— TASK REQUIREMENTS —
Lift out each line of the data that holds "solid".

Dataset entries:

★ ★ ★ ★

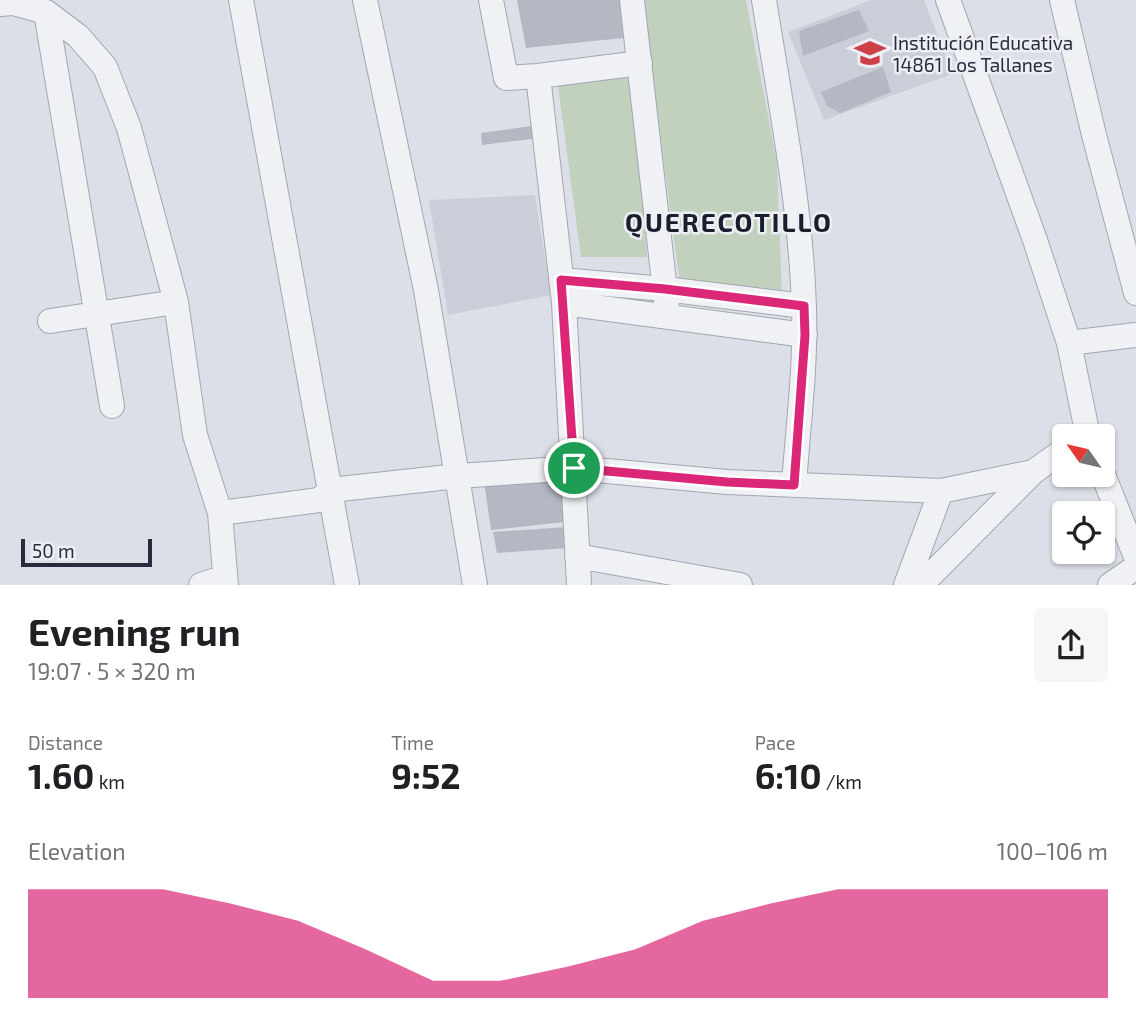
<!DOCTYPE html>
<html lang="en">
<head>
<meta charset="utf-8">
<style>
  body { margin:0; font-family:"Exo 2",sans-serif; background:#f6f6f6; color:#202124; height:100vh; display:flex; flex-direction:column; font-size:26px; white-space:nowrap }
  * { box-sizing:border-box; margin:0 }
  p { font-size:23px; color:#757577 }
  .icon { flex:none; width:38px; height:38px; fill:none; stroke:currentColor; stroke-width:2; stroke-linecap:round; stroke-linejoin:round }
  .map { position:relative; height:585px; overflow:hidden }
  .drawer { display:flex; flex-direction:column; background:#fff; flex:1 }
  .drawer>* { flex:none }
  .needle { width:46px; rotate:304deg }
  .buttons { position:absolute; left:1052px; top:424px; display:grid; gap:14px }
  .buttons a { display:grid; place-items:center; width:63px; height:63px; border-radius:7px; background:#fff; box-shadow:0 2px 5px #0004; font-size:35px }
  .scale { position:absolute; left:21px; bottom:18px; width:131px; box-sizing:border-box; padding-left:7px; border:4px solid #262c3d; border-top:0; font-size:19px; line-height:24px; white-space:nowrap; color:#262c3d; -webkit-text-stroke:5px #eceef4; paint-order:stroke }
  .pin { position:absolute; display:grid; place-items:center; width:60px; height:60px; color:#fff; margin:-30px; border:4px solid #fff; border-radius:50%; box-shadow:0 2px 7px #0007 }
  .round { display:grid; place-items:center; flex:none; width:74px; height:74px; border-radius:7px; background:#f6f6f6 }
  .headline { display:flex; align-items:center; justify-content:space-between; height:119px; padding:0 28px }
  h1 { font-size:38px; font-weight:700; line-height:52px }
  .metrics { display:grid; grid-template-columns:repeat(3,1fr); gap:10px; height:119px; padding:7px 28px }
  .metrics div { display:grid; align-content:center }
  .metrics b { font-size:35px; font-weight:700 }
  .metrics small { font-size:19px; font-weight:400 }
  .metrics p { font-size:19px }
  .chart { height:196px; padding:14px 28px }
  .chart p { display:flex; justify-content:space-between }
  .chart svg { width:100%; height:126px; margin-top:7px; fill:#db2777; opacity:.7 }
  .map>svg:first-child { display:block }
  .built { fill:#caced9 }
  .green { fill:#c1d1be }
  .building { fill:#b4b8c3 }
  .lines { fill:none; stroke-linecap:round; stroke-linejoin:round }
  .minor-casing { stroke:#a2a6b1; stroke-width:26 }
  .minor { stroke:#eff1f5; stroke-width:24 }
  .route-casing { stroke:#fff; stroke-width:14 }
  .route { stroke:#db2777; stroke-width:9 }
  .labels { text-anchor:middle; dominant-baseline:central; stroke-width:5; stroke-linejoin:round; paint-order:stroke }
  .poi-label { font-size:19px; fill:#262c3d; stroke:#eceef4; text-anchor:start }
  .district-label { font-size:26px; font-weight:bold; letter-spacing:2px; fill:#191e2d; stroke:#eceef4 }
</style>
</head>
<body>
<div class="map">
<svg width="1136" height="585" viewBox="0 0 1136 585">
  <rect width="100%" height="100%" fill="#dcdfe7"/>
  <path class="built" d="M871 0H924L952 74 824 120 788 32Z
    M535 195 551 295 448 315 429 200Z"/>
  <path class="green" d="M642 0H746L777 163 782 297 680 284Z
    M633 75 647 257H581L558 86Z"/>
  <path class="building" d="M517 0H620L623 38 526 48Z
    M859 10 869 31 803 56 799 31Z
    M883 67 891 92 840 113 827 106 821 92Z
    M539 125V138L482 145 481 133Z
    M560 475 564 522 491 530 484 481Z
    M567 527V548L497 553 493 532Z"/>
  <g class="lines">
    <g class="minor-casing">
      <path id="minor" d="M241 0 347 585
        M365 0 426 290 475 585
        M491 0 506 78 538 76 640 63
        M632 0 668 317
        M764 0C780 102 801 205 804 308 806 367 798 426 794 485
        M948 0 1035 240 1069 343 1088 436
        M1062 0 1094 135 1136 293
        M0 4 13 3 46 12 78 36 105 67 129 128 176 302 195 435 220 513
        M46 12 112 406
        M538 76 564 303 579 585
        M561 280 665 289 804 306
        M564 303 805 335
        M50 321 176 302
        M1069 343 1136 335
        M1102 472 1136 557
        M577 556 740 585
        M201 585 225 577
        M226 585 220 513 319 500 331 490 458 476 574 468 727 482 941 491 1033 472
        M906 585 941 491
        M921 585 1033 472 1064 450
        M1110 585 1136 567"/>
    </g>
    <use href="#minor" class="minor"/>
  </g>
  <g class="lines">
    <g class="route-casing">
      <path id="route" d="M561 280 665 289 804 306 805 335 794 485 727 482 574 468Z"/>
    </g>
    <use href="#route" class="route"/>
  </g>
  <defs>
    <g id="school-bare" transform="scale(2.415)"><path d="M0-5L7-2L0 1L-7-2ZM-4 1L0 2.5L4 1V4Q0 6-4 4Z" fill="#ce3f48" stroke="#eceef4" stroke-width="2.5" paint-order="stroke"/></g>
  </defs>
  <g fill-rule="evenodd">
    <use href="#school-bare" x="870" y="53"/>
  </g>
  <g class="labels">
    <g class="poi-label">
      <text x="893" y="42">Institución Educativa<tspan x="893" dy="22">14861 Los Tallanes</tspan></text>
    </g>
    <g class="district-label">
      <text x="729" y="221">QUERECOTILLO</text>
    </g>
  </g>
</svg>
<div class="buttons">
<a><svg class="needle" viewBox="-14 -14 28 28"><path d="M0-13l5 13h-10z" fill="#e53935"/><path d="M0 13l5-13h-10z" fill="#757577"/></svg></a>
<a><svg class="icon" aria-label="locate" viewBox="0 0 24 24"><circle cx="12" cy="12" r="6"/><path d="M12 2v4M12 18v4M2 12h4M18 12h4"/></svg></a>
</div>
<div class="scale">50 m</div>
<div class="pin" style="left:574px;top:468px;background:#1e9e55"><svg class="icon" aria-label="arrive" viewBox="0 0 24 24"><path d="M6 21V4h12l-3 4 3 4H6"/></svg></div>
</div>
<section class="drawer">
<div class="headline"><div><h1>Evening run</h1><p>19:07 · 5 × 320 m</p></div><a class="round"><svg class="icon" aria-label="share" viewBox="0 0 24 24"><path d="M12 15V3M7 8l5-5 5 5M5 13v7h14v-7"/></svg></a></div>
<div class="metrics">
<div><p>Distance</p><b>1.60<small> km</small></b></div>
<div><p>Time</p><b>9:52</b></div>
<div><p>Pace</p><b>6:10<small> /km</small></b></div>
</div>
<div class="chart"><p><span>Elevation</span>100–106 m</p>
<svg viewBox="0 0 160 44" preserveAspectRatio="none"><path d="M0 44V6L10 6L20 6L30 11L40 17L50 27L60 38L70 38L80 33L90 27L100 17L110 11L120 6L130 6L140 6L150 6L160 6V44z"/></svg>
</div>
</section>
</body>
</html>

★ ★ ★ ★

— WRITTEN ANSWER —
  .scale { position:absolute; left:21px; bottom:18px; width:131px; box-sizing:border-box; padding-left:7px; border:4px solid #262c3d; border-top:0; font-size:19px; line-height:24px; white-space:nowrap; color:#262c3d; -webkit-text-stroke:5px #eceef4; paint-order:stroke }
  .pin { position:absolute; display:grid; place-items:center; width:60px; height:60px; color:#fff; margin:-30px; border:4px solid #fff; border-radius:50%; box-shadow:0 2px 7px #0007 }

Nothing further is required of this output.